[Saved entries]
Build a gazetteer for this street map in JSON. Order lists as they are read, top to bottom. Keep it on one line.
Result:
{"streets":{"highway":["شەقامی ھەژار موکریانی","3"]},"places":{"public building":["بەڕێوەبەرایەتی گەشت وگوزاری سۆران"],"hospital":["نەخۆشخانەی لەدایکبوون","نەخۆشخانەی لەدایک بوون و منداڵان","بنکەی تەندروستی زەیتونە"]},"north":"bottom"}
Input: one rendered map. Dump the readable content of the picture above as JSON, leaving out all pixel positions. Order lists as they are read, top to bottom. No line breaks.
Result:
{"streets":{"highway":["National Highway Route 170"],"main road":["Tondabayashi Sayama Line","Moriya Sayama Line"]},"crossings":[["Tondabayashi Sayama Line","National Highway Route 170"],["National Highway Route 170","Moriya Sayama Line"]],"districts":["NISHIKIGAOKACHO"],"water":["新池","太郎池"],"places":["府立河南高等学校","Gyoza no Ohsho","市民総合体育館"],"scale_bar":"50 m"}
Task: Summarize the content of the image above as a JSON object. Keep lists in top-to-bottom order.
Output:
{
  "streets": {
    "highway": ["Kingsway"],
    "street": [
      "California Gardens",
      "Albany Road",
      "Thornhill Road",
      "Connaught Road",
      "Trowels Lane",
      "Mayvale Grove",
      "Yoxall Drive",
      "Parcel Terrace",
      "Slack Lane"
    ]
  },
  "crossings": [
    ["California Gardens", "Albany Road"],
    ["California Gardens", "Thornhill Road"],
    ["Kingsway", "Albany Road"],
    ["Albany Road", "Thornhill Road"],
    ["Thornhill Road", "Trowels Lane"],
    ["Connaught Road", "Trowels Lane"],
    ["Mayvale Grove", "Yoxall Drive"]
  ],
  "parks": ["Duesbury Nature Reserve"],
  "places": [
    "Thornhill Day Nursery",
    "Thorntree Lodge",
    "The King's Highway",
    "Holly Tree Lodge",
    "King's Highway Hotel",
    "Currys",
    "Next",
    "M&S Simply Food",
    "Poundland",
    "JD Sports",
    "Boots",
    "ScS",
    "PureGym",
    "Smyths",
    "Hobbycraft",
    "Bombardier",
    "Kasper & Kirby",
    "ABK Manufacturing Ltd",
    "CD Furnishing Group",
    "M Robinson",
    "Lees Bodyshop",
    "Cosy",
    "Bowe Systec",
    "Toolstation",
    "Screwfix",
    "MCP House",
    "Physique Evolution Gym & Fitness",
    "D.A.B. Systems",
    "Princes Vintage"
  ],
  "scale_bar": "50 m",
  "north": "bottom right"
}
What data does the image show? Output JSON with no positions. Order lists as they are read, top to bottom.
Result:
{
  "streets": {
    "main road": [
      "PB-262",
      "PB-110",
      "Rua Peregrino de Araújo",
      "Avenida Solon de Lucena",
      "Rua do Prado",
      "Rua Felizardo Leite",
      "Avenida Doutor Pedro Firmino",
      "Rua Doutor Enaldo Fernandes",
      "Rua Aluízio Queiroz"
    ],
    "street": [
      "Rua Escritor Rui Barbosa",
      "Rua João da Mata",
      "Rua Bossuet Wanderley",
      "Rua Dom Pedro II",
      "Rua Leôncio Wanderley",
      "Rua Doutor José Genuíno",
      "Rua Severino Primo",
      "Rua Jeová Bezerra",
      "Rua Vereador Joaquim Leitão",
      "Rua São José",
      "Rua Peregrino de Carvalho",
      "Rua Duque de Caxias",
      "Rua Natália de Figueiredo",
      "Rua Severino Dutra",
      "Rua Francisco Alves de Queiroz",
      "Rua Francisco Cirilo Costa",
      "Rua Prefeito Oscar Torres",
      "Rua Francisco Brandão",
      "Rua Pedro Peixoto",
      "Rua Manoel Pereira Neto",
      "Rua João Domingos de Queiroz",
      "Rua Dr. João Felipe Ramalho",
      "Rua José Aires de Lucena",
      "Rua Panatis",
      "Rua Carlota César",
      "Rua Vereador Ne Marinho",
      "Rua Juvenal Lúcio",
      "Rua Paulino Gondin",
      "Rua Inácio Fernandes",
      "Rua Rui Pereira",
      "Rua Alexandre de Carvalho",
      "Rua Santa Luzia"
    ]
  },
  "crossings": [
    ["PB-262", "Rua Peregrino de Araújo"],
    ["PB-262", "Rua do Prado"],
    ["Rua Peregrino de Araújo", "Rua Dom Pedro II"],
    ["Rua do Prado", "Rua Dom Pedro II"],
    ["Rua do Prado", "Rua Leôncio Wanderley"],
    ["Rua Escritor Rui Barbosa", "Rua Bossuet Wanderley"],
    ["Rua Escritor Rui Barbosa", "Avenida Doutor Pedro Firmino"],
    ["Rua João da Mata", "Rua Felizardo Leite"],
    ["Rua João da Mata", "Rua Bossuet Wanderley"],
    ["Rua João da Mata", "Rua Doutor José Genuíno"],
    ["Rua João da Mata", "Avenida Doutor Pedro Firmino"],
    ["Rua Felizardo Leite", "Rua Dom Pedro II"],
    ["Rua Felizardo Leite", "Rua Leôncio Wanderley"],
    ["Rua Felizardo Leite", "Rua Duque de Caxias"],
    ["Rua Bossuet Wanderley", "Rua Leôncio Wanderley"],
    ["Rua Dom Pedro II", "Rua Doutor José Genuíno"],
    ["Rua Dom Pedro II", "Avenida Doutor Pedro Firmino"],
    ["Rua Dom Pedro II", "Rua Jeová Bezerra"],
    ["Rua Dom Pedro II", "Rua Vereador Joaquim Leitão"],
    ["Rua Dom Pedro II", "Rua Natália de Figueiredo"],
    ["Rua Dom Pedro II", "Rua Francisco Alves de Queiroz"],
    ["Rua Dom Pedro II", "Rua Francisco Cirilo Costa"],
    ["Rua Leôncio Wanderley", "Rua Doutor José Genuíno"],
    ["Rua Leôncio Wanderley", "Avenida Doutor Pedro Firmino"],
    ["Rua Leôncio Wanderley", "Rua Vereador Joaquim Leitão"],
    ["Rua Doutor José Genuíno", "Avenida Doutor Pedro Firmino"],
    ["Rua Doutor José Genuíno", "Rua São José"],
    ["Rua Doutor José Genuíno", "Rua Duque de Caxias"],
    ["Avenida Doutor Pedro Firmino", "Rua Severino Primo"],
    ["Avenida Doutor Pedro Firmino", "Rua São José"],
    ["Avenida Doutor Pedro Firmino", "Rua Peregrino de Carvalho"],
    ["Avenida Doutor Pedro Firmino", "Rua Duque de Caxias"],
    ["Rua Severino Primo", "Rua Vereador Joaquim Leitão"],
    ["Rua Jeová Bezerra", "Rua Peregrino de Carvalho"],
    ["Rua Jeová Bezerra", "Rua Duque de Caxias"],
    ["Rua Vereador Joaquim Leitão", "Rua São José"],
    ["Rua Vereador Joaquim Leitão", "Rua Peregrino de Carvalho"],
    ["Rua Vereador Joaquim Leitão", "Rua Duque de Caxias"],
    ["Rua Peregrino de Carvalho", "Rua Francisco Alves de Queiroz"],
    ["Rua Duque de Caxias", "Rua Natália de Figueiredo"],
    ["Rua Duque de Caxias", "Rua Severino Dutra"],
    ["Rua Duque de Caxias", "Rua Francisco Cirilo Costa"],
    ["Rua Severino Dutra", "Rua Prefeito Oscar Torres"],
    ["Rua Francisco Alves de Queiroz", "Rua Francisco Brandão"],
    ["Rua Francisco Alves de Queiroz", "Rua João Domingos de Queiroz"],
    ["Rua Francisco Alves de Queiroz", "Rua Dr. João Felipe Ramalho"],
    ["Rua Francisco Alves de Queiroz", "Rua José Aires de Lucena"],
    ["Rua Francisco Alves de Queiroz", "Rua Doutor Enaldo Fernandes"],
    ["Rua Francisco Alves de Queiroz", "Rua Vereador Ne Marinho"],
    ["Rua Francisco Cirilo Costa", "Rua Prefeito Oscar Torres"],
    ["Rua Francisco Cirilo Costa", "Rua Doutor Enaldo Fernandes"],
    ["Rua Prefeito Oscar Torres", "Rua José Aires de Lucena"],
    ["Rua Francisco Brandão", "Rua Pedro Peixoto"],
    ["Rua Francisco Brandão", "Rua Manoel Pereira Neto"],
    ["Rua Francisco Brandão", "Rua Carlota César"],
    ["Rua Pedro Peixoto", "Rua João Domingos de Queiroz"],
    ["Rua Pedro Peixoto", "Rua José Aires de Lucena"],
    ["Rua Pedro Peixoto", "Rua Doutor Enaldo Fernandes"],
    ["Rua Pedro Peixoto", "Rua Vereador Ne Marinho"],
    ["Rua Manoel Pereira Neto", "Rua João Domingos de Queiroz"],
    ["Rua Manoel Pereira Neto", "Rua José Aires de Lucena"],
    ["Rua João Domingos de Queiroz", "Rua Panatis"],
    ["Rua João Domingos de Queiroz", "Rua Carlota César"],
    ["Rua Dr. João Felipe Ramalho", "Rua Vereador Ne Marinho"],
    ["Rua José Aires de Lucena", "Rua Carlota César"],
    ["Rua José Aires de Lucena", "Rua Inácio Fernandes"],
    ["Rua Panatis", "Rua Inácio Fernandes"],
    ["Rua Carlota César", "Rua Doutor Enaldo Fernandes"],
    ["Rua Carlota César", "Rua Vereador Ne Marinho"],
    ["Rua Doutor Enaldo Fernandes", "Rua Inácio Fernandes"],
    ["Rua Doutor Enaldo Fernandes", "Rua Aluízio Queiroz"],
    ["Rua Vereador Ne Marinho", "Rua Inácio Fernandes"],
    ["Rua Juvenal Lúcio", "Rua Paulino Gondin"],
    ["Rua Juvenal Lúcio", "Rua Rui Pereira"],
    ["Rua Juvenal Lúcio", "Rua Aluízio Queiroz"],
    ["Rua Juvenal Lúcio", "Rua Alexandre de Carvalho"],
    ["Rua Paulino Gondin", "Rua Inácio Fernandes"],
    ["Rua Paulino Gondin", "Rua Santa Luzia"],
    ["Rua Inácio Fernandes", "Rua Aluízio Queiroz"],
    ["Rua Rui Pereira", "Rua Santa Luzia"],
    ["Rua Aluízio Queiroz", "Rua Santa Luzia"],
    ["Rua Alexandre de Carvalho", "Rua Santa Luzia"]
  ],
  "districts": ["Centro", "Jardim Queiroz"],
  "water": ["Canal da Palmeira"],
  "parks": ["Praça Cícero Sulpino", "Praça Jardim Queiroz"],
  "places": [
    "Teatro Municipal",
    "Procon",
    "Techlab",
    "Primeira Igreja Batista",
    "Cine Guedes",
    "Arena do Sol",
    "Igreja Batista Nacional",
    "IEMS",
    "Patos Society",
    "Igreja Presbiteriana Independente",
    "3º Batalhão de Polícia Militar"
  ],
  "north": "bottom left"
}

What you will do:
Your output should consist solely of the lines from the beginning of the entries through the line containing "Task: Summarize the", reproduced exactly.

Written reply:
Build a gazetteer for this street map in JSON. Order lists as they are read, top to bottom. Keep it on one line.
Result:
{"streets":{"highway":["شەقامی ھەژار موکریانی","3"]},"places":{"public building":["بەڕێوەبەرایەتی گەشت وگوزاری سۆران"],"hospital":["نەخۆشخانەی لەدایکبوون","نەخۆشخانەی لەدایک بوون و منداڵان","بنکەی تەندروستی زەیتونە"]},"north":"bottom"}
Input: one rendered map. Dump the readable content of the picture above as JSON, leaving out all pixel positions. Order lists as they are read, top to bottom. No line breaks.
Result:
{"streets":{"highway":["National Highway Route 170"],"main road":["Tondabayashi Sayama Line","Moriya Sayama Line"]},"crossings":[["Tondabayashi Sayama Line","National Highway Route 170"],["National Highway Route 170","Moriya Sayama Line"]],"districts":["NISHIKIGAOKACHO"],"water":["新池","太郎池"],"places":["府立河南高等学校","Gyoza no Ohsho","市民総合体育館"],"scale_bar":"50 m"}
Task: Summarize the content of the image above as a JSON object. Keep lists in top-to-bottom order.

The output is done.